YOUR OBJECTIVE
Print the lines that run from the line with "display:block; font-size:22px; white-space:nowrap" to the line with "flex:none; width:33px; height:33px;", keeping both end lines, exactly as they appear in the entries below, and nothing else.
◇ ◇ ◇
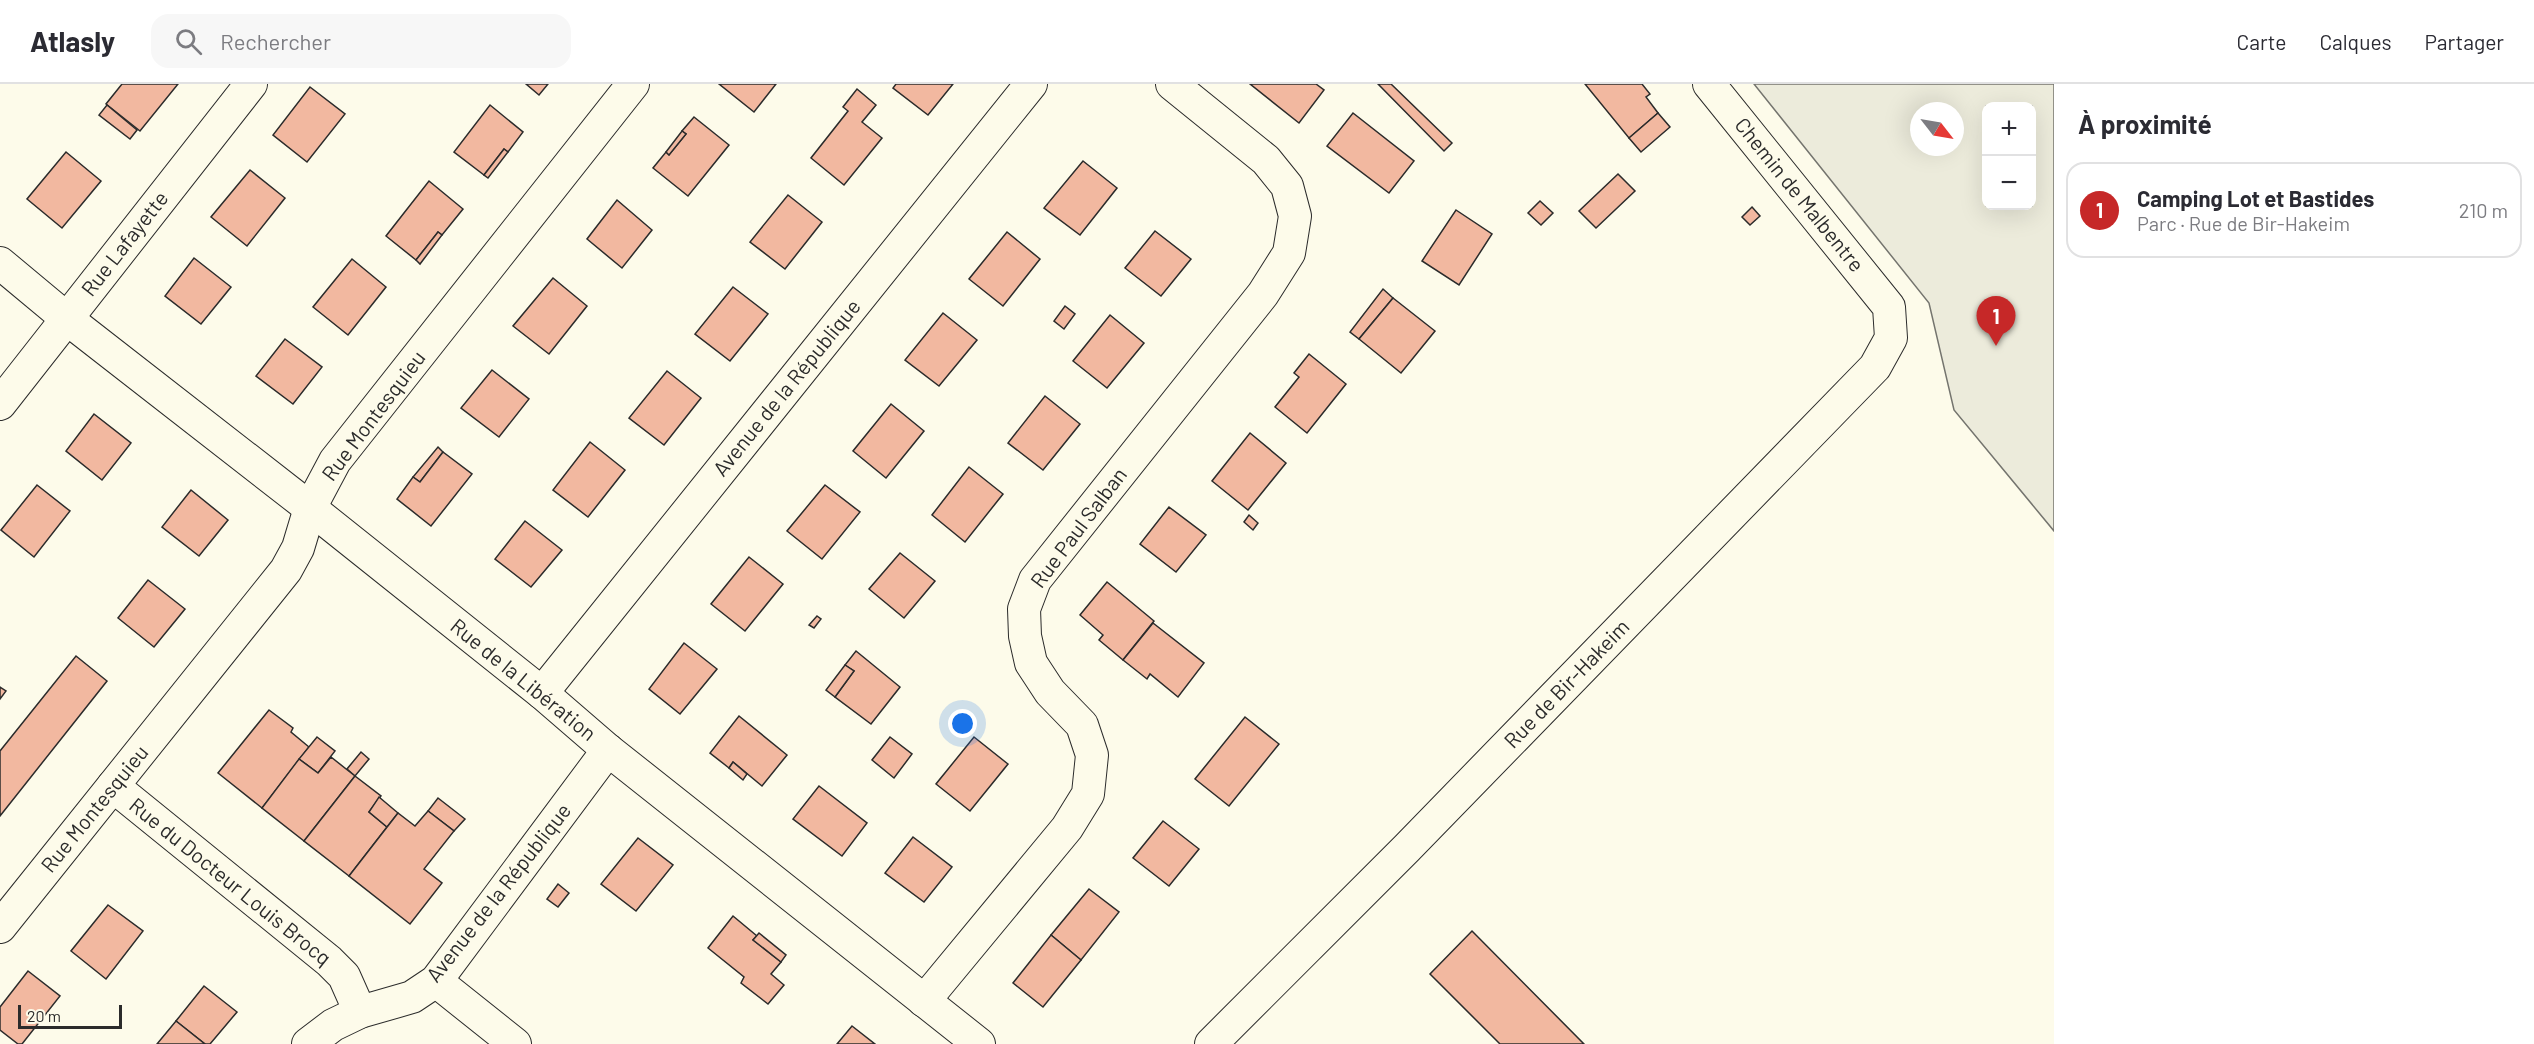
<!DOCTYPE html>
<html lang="fr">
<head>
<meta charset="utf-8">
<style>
  body { margin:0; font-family:Barlow,sans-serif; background:#f7f7f7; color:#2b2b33 }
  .controls { position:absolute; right:18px; top:18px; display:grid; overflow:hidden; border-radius:12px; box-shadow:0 6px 24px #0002 }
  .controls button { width:54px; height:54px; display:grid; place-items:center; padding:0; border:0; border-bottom:2px solid #e1e1e2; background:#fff; color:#2b2b33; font:30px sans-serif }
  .compass { position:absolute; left:1910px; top:18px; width:54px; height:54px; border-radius:50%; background:#fff; box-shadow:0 6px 24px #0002; rotate:121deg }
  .scale { position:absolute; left:18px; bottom:15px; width:104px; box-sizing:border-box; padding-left:6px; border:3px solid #2b2b2b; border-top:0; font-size:16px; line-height:21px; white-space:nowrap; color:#2b2b2b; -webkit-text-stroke:4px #fdfbea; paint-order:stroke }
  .you { position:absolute; left:963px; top:640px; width:21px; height:21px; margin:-15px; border:4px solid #fff; border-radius:50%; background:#1a73e8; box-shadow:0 0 0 9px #1a73e833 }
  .badge { display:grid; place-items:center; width:39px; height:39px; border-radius:50%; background:#c62828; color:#fff; font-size:20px; font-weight:700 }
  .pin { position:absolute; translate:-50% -50px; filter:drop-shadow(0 2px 3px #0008) }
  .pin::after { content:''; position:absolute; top:32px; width:21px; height:18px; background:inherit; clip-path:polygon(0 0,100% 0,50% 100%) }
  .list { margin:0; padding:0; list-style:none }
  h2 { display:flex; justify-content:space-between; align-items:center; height:78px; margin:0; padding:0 24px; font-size:26px }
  h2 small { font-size:20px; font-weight:400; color:#7c7c81 }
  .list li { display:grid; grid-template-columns:39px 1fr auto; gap:18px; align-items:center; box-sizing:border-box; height:96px; margin:0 12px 12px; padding:0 12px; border:2px solid #e1e1e2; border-radius:18px }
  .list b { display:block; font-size:22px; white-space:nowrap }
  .list p { margin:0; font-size:20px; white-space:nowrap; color:#7c7c81 }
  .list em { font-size:20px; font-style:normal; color:#7c7c81 }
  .icon { flex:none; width:33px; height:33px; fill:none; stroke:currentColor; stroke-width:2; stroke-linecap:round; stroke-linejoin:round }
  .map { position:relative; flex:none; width:2054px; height:960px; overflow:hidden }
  header { display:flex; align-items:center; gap:36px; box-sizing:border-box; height:84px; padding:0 30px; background:#fff; border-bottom:2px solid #e1e1e2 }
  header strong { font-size:28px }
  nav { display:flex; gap:33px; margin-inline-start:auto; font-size:21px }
  .search { width:420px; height:54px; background:#f7f7f7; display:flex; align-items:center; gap:15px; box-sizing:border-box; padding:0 21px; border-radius:18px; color:#7c7c81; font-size:22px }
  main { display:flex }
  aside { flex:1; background:#fff }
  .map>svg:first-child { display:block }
  .green { fill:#ecebdb; stroke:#74746e; stroke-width:1.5; fill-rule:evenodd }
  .building { fill:#f2b8a0; stroke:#2b2b2b; stroke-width:1.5 }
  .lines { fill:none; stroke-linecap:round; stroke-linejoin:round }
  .minor-casing { stroke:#2b2b2b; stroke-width:34 }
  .minor { stroke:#fdfbea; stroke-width:32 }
  .labels { text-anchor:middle; stroke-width:4.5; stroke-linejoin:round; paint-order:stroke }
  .street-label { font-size:21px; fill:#2b2b2b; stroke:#fdfbea }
</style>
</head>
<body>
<header>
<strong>Atlasly</strong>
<div class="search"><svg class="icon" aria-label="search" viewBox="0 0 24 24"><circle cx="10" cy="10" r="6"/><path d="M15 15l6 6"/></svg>Rechercher</div>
<nav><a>Carte</a><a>Calques</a><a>Partager</a></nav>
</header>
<main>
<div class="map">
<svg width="2054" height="960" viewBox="0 0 2054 960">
  <rect width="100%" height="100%" fill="#fdfbea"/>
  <path class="green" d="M 1754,0 L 2054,0 L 2054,447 L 1954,326 L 1929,219 ZM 1986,22 L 2032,22 L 2032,122 L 1986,122 ZM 1919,27 L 1955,27 L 1955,63 L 1919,63 Z"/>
  <g class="building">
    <path d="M 122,0 L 178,0 L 140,47 L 106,20 Z"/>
    <path d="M 526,0 L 548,0 L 539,11 Z"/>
    <path d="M 719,0 L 776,0 L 754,28 Z"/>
    <path d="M 896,0 L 953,0 L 928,31 L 893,4 Z"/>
    <path d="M 1250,0 L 1316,0 L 1324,6 L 1299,39 Z"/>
    <path d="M 1378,0 L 1391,0 L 1452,59 L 1444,67 Z"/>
    <path d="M 1585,0 L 1642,0 L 1650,10 L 1646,13 L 1658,29 L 1629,54 Z"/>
    <path d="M 310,3 L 345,30 L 307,78 L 273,51 Z"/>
    <path d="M 857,5 L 876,21 L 862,38 L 882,54 L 844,101 L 811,74 L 848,27 L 843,23 Z"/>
    <path d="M 107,21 L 137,46 L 130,55 L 99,31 Z"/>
    <path d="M 490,21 L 523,48 L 508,68 L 504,65 L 484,91 L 454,68 Z"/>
    <path d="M 1353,29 L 1414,77 L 1389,109 L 1327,62 Z"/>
    <path d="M 1658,29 L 1670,43 L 1641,68 L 1629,54 Z"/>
    <path d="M 694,33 L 729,61 L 688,112 L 653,84 L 666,68 L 669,71 L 686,50 L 682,47 Z"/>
    <path d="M 682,47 L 686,50 L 669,71 L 666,68 Z"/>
    <path d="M 504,65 L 508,68 L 488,94 L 484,91 Z"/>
    <path d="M 66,68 L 101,97 L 62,144 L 27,115 Z"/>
    <path d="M 1083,77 L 1117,104 L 1080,151 L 1044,124 Z"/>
    <path d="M 250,86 L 285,114 L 247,162 L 211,133 Z"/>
    <path d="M 1618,90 L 1635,107 L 1596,144 L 1579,127 Z"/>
    <path d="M 429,97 L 463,125 L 442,151 L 438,148 L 416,176 L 386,152 Z"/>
    <path d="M 788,111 L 822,138 L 785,185 L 750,158 Z"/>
    <path d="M 617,116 L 652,146 L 622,184 L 587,155 Z"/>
    <path d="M 1540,117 L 1553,129 L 1541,141 L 1528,129 Z"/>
    <path d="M 1752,123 L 1760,132 L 1750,141 L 1742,133 Z"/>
    <path d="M 1456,126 L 1492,150 L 1459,201 L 1422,177 Z"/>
    <path d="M 1155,147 L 1191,175 L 1161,212 L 1125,184 Z"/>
    <path d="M 438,148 L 442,151 L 420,180 L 416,176 Z"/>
    <path d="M 1007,148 L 1040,175 L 1003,222 L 969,195 Z"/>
    <path d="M 194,174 L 231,203 L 201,240 L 165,212 Z"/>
    <path d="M 352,175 L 386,203 L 348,251 L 313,223 Z"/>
    <path d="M 553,194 L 587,222 L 549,270 L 513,242 Z"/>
    <path d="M 733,203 L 768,230 L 730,277 L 695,250 Z"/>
    <path d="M 1383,205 L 1393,214 L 1359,255 L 1350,248 Z"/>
    <path d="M 1393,214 L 1435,247 L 1401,289 L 1359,255 Z"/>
    <path d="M 1065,222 L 1075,230 L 1064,245 L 1054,237 Z"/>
    <path d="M 943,229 L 977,256 L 939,302 L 905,276 Z"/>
    <path d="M 1110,231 L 1144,259 L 1107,304 L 1073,277 Z"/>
    <path d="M 285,255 L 322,283 L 293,320 L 256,292 Z"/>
    <path d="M 1309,270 L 1346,300 L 1307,349 L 1275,323 L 1299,293 L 1294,289 Z"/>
    <path d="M 492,286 L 529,315 L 499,353 L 461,324 Z"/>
    <path d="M 667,287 L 701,314 L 664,361 L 629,334 Z"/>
    <path d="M 1045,312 L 1080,340 L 1043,386 L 1008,359 Z"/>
    <path d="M 891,320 L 924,347 L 886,394 L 853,367 Z"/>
    <path d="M 94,330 L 131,359 L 102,396 L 66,367 Z"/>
    <path d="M 1250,349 L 1286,379 L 1248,426 L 1212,397 Z"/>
    <path d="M 590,358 L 625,386 L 588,433 L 553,406 Z"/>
    <path d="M 438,363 L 443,368 L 420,398 L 413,393 Z"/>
    <path d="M 443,368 L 472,390 L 431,442 L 397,415 L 413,393 L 420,398 Z"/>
    <path d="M 969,383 L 1003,410 L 965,458 L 932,431 Z"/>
    <path d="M 37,401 L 70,427 L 34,473 L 1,446 Z"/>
    <path d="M 825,401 L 860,428 L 822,475 L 787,447 Z"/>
    <path d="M 191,406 L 228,436 L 199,472 L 162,443 Z"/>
    <path d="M 1169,423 L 1206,451 L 1176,488 L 1140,460 Z"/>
    <path d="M 1249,431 L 1258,439 L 1253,446 L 1244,438 Z"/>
    <path d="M 525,437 L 562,466 L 531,503 L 495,475 Z"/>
    <path d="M 900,469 L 935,497 L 904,534 L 869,505 Z"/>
    <path d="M 749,473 L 783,500 L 745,547 L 711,520 Z"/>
    <path d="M 148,496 L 185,525 L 154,563 L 118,534 Z"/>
    <path d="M 1107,498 L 1154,537 L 1123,576 L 1099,556 L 1103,551 L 1080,531 Z"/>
    <path d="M 817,532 L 821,535 L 814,544 L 809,541 Z"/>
    <path d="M 1153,539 L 1204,579 L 1178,613 L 1150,590 L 1147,595 L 1123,576 Z"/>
    <path d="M 684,559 L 717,585 L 680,630 L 649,605 Z"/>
    <path d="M 856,567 L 900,603 L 871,640 L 835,613 L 854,587 L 845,581 Z"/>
    <path d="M 76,572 L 107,597 L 0,732 L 0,667 Z"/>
    <path d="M 845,581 L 854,587 L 835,613 L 826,606 Z"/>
    <path d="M 0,603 L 6,607 L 0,615 Z"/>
    <path d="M 269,626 L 293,644 L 291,648 L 309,663 L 262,724 L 218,689 Z"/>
    <path d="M 739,632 L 787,671 L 762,702 L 733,678 L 729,684 L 710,669 Z"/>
    <path d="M 1245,633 L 1279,660 L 1229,722 L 1195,695 Z"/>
    <path d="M 317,653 L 335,667 L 318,689 L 299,675 Z"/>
    <path d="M 890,653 L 912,670 L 894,694 L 872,676 Z"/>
    <path d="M 974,653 L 1008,680 L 970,727 L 936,700 Z"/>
    <path d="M 361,668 L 369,675 L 355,692 L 347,685 Z"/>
    <path d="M 331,673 L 355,692 L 304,757 L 262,724 L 299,675 L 318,689 Z"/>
    <path d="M 733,678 L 747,690 L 743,696 L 729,684 Z"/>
    <path d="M 355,692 L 381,712 L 369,728 L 387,743 L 349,792 L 304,757 Z"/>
    <path d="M 819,702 L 867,739 L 842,772 L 793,735 Z"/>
    <path d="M 379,713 L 398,729 L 387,743 L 369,728 Z"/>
    <path d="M 438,714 L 465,735 L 454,747 L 428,727 Z"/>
    <path d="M 428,727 L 454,747 L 424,785 L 442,799 L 410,840 L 349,792 L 398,729 L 415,742 Z"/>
    <path d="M 1163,737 L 1199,765 L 1169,802 L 1133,774 Z"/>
    <path d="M 913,753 L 952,783 L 924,818 L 885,789 Z"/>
    <path d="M 638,754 L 673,781 L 636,827 L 601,800 Z"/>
    <path d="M 558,800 L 569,809 L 558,823 L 547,815 Z"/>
    <path d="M 1089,805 L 1119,828 L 1081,876 L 1051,851 Z"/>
    <path d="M 108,821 L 143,847 L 106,895 L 71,867 Z"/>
    <path d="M 733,832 L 757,852 L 753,856 L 781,878 L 771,890 L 784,901 L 768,920 L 741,899 L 744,893 L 708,864 Z"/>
    <path d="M 1472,847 L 1584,960 L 1500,960 L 1430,890 Z"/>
    <path d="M 759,849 L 786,871 L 781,878 L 753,856 Z"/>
    <path d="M 1051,851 L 1081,876 L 1043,923 L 1013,899 Z"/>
    <path d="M 28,887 L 60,912 L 22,960 L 18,960 L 0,946 L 0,923 Z"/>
    <path d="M 204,902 L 237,928 L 210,960 L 205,960 L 176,937 Z"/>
    <path d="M 176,937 L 205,960 L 157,960 Z"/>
    <path d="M 852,942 L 875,960 L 837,960 Z"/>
  </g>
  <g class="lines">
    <defs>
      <g id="minor">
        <path d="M 0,179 L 66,234 L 310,424 L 542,609 L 608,666 L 979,960"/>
        <path d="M 0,320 L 251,0"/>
        <path d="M 542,609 L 1031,0"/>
        <path d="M 113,702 L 329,877 L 344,892 L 360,928"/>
        <path d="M 0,843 L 286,486 L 298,464 L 310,424 L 335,377 L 633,0"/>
        <path d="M 436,897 L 515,960"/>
        <path d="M 924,917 L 1067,744 L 1088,710 L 1092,671 L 1082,641 L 1050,608 L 1031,579 L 1025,552 L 1024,525 L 1035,496 L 1263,210 L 1289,169 L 1295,132 L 1287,102 L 1266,76 L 1172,0"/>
        <path d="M 308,960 L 333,941 L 360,928 L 412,913 L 436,897 L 608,666"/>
        <path d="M 1211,960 L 1407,764 L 1875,283 L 1891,254 L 1889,223 L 1709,0"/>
      </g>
    </defs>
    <use href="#minor" class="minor-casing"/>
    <use href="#minor" class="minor"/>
  </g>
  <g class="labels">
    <g class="street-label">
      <text transform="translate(1799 111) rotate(51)" y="7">Chemin de Malbentre</text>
      <text transform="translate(125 160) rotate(-52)" y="7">Rue Lafayette</text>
      <text transform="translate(787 304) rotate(-51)" y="7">Avenue de la République</text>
      <text transform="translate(374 332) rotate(-53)" y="7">Rue Montesquieu</text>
      <text transform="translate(1079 444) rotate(-53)" y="7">Rue Paul Salban</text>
      <text transform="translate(523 596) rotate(39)" y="7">Rue de la Libération</text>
      <text transform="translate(1567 600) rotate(-46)" y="7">Rue de Bir-Hakeim</text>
      <text transform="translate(95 725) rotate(-51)" y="7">Rue Montesquieu</text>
      <text transform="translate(230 798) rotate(39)" y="7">Rue du Docteur Louis Brocq</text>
      <text transform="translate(499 809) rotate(-52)" y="7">Avenue de la République</text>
    </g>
  </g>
</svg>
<div class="controls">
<button>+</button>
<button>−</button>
</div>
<svg class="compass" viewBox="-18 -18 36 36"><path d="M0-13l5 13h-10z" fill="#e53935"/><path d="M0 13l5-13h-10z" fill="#7c7c81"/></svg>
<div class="scale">20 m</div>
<div class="you"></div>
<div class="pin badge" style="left:1996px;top:262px">1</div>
</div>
<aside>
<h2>À proximité<small></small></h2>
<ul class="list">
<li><span class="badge">1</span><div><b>Camping Lot et Bastides</b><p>Parc · Rue de Bir-Hakeim</p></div><em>210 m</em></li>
</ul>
</aside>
</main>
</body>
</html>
◇ ◇ ◇
SOLUTION TO THIS TASK
  .list b { display:block; font-size:22px; white-space:nowrap }
  .list p { margin:0; font-size:20px; white-space:nowrap; color:#7c7c81 }
  .list em { font-size:20px; font-style:normal; color:#7c7c81 }
  .icon { flex:none; width:33px; height:33px; fill:none; stroke:currentColor; stroke-width:2; stroke-linecap:round; stroke-linejoin:round }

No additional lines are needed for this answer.